Question

Dealing with multiple read groups, from BWA to sorted .bam

0

Entering edit mode

6.3 years ago

jamiedm • 0

Hi all,

My (paired-end) sequencing data is comprised of 5 samples each ran on 3 different lanes (6,7,8):

 Sample1_L6_R1.fastq.gz,     Sample1_L6_R2.fastq.gz
 Sample1_L7_R1.fastq.gz,     Sample1_L7_R2.fastq.gz
 Sample1_L8_R1.fastq.gz,     Sample1_L8_R2.fastq.gz
...
 Sample5_L6_R1.fastq.gz,     Sample1_L6_R2.fastq.gz
 Sample5_L7_R1.fastq.gz,     Sample1_L7_R2.fastq.gz
 Sample5_L8_R1.fastq.gz,     Sample1_L8_R2.fastq.gz

My understanding is that since each sample was ran on multiple lanes, it is important to specify read groups so that downstream applications such as GATK can distinguish them. For this reason, I align each lane file separately, adding read group information like this (for Sample1_L6):

bwa mem -t #threadno.# -R "@RG\tID:S1L6\tSM:S1\tPL:ILLUMINA\tLB:FC-140-1086" /path/to/hg38ref.fa /path/to/Sample1Lane6Read1.fq /path/to/Sample1Lane6Read2.fq > S1L6_alignment.sam

Naturally, I want to go from here to sorted .bam files (one for each sample like: Sample1_sorted.bam ... Sample5_sorted.bam), so I can then RemoveDuplicates and proceed with downstream analysis.

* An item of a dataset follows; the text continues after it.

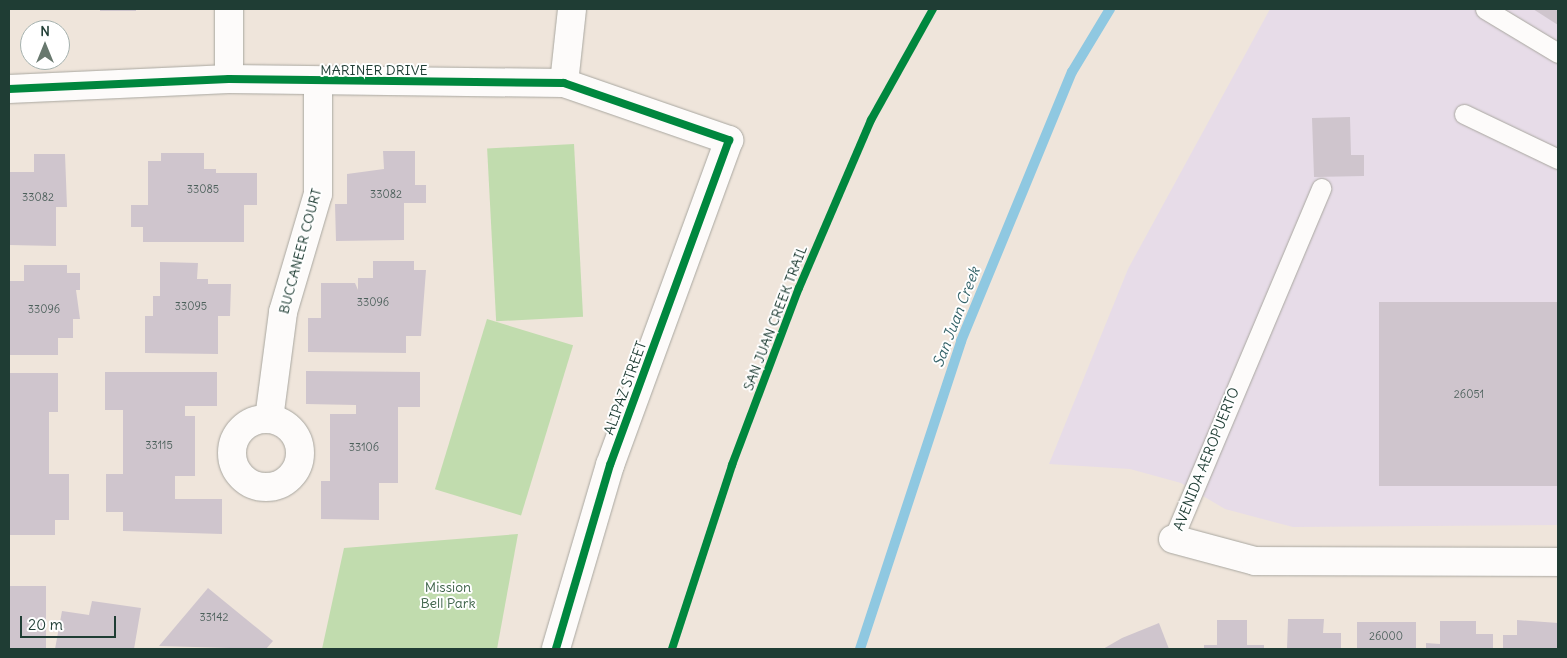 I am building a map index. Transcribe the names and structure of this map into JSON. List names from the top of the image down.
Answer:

My question is, what would be the 'best' way to go from three unsorted .sam files to a sorted .bam file with read groups intact (preferably with Samtools)? By 'intact' I mean that each Samplex.bam would contain three different read groups corresponding to the lanes.

I presume that samtools view -b, samtools sort, and samtools merge/cat would be the tools I need, but in which order?

I originally tried merging and converting in one step like this:

samtools merge Sample1_unsorted.bam Sample1_L6_aligned.sam Sample1_L7_aligned.sam Sample1_L8_aligned.sam

I'm unsure if this is a valid use of the tools, and I think I read somewhere that samtools merge should be ran on sorted files anyway.

Any help or advice would be hugely appreciated!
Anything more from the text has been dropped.